Other solutions avoid to use the global reset.
Among the them here we expose two major ones: one with diode and filtering cap, one with bjt.
The goal still remains the same: the timing cap must be discharged at the new trigger input.
Let's begin with the diode and filtering cap: quickly note that now pins 2 and 6 are shorted, while pin 7 is unconnected because not necessary anymore: indeed the cap will be discharged through the filtering cap (to kill every DC signal) and the diode, which primary receives the trigger signal.
And here the captured waveform (with zooms onto the key points)
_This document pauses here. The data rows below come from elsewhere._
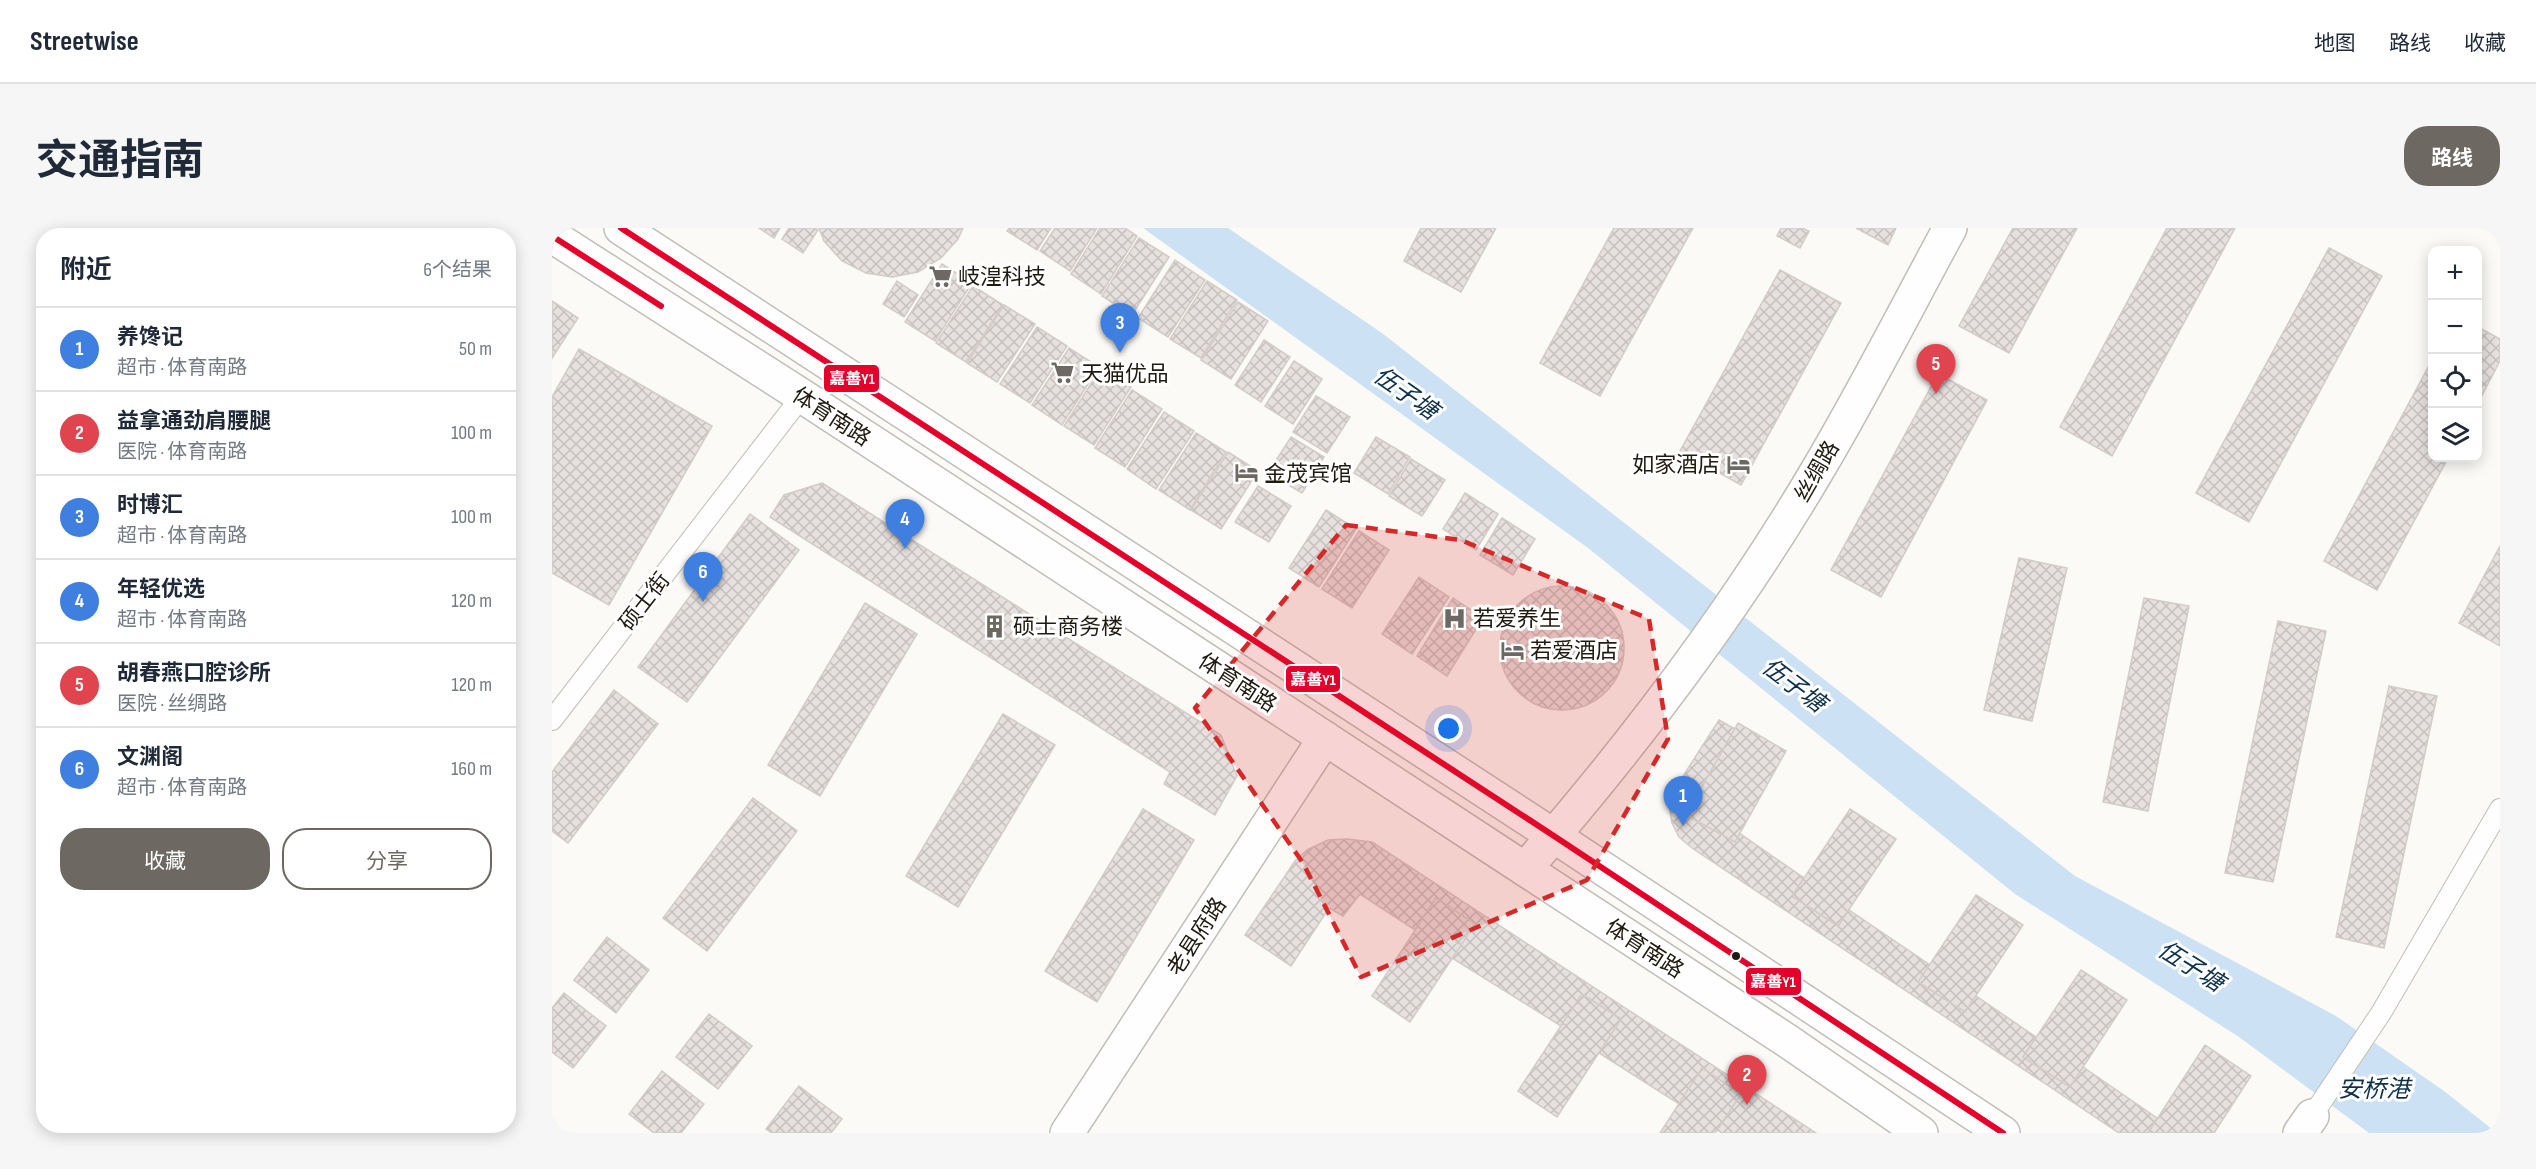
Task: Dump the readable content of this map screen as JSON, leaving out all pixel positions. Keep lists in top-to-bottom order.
{
  "streets": {
    "main road": ["体育南路", "丝绸路", "老县府路"],
    "lane": ["硕士街"]
  },
  "crossings": [
    ["体育南路", "丝绸路"],
    ["体育南路", "硕士街"],
    ["体育南路", "老县府路"]
  ],
  "water": ["伍子塘", "安桥港"],
  "places": {
    "supermarket": ["岐湟科技", "天猫优品"],
    "hotel": ["如家酒店", "金茂宾馆", "若爱酒店"],
    "hospital": ["若爱养生"],
    "building": ["硕士商务楼"]
  },
  "lines": ["transit line 嘉善Y1"],
  "page": {
    "header": "Streetwise",
    "nav": ["地图", "路线", "收藏"],
    "title": "交通指南",
    "buttons": [
      "路线",
      ["收藏", "分享"]
    ],
    "heading": ["附近", "6个结果"],
    "map_buttons": ["+", "−"],
    "pins": [
      "3",
      "5",
      "4",
      "6",
      "1",
      "2"
    ],
    "list": [
      {
        "mark": "1",
        "name": "养馋记",
        "note": "超市 · 体育南路",
        "value": "50 m"
      },
      {
        "mark": "2",
        "name": "益拿通劲肩腰腿",
        "note": "医院 · 体育南路",
        "value": "100 m"
      },
      {
        "mark": "3",
        "name": "时博汇",
        "note": "超市 · 体育南路",
        "value": "100 m"
      },
      {
        "mark": "4",
        "name": "年轻优选",
        "note": "超市 · 体育南路",
        "value": "120 m"
      },
      {
        "mark": "5",
        "name": "胡春燕口腔诊所",
        "note": "医院 · 丝绸路",
        "value": "120 m"
      },
      {
        "mark": "6",
        "name": "文渊阁",
        "note": "超市 · 体育南路",
        "value": "160 m"
      }
    ]
  }
}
The first shows to one-shot cycles: at left a complete one, while at right a retriggered one.
They are zoomed respectively in the second and the third picture.
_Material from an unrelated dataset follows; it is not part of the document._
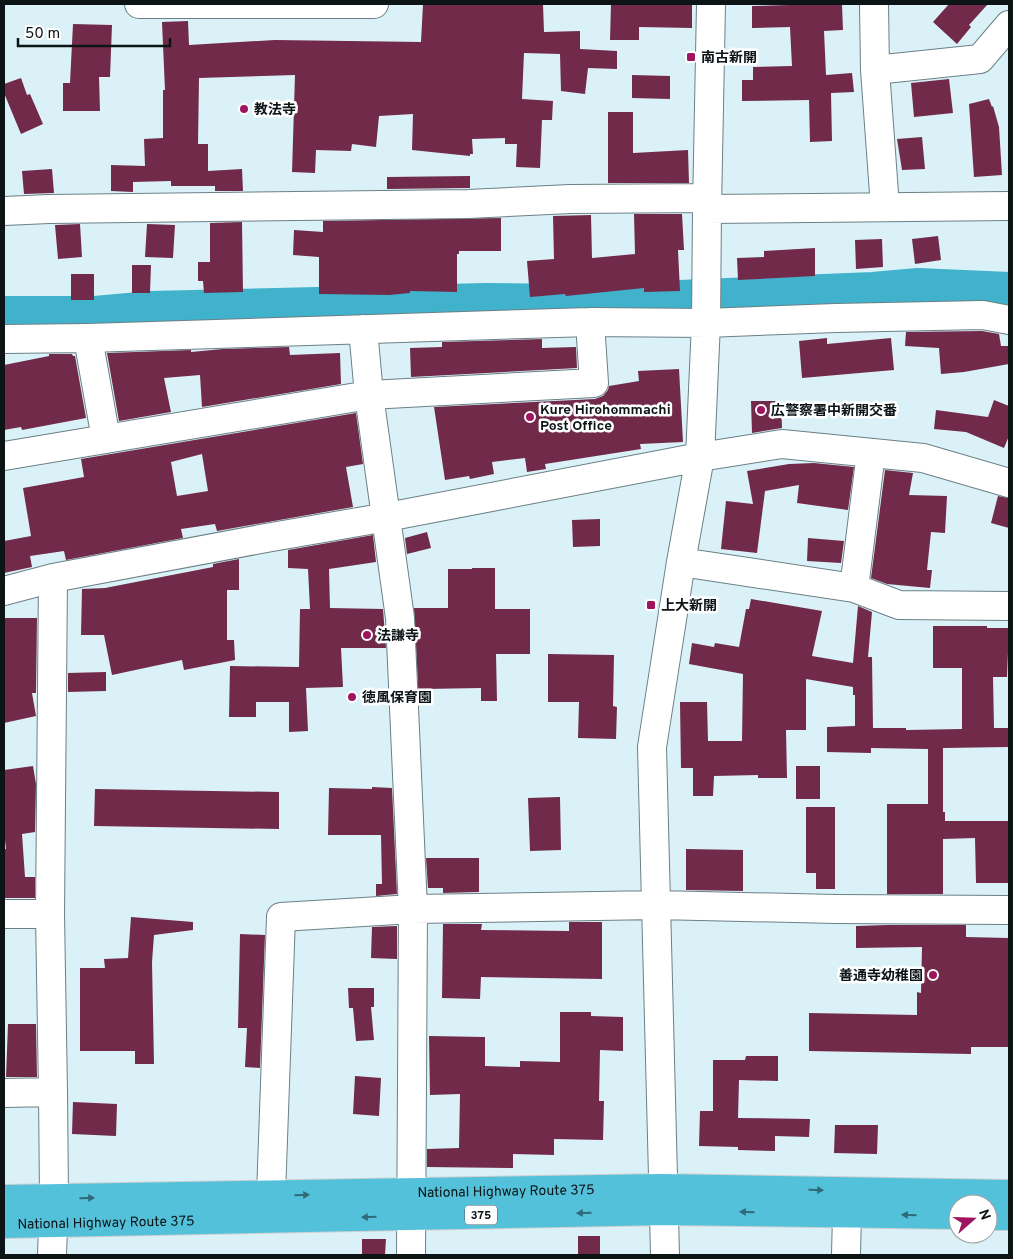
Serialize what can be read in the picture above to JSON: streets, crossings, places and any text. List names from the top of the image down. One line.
{"streets":{"highway":["National Highway Route 375","375"]},"places":{"transit":["南古新開","上大新開"],"other":["教法寺","広警察署中新開交番","Kure Hirohommachi Post Office","法謙寺","徳風保育園","善通寺幼稚園"]},"scale_bar":"50 m","north":"right"}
As you can see, after the retriggering signal (yellow) the time ON differs from the fixed period; that's because with this kind of circuit is possible to have a valid trigger impulse without the complete discharge of capacitor.
So here why the behavior seems to deviate from the theoretical description.
Another solution, the last one we're going to show, does use a bjt as a switch for the cap discharging.
A bjt is in parallel with the capacitor, and it's commanded by a switch.
The pnp configuration is required, and a common signal transistor can be used.
When the switch is pressed then pin 2 gets a valid trigger input while simultaneously the bjt is electrically closed, so the cap has a path to discharge.
The waveforms can be like the ones shown below:
- a complete one-shot cycle followed by more retriggered input signals;
- a zoom of the fixed time ON period;
- a zoom onto the retriggered zone, with an instant lost;
- a particular of the lost instant (yellow is input, and blue the output).
And that's all for the monostable multi-vibrator circuit with NE555!
Now explore by yourself, especially noting how the behavior is affected not only by the circuital topology but even by changing the value of external capacitor.
Hoping your curiosity has grown...
See you on next article.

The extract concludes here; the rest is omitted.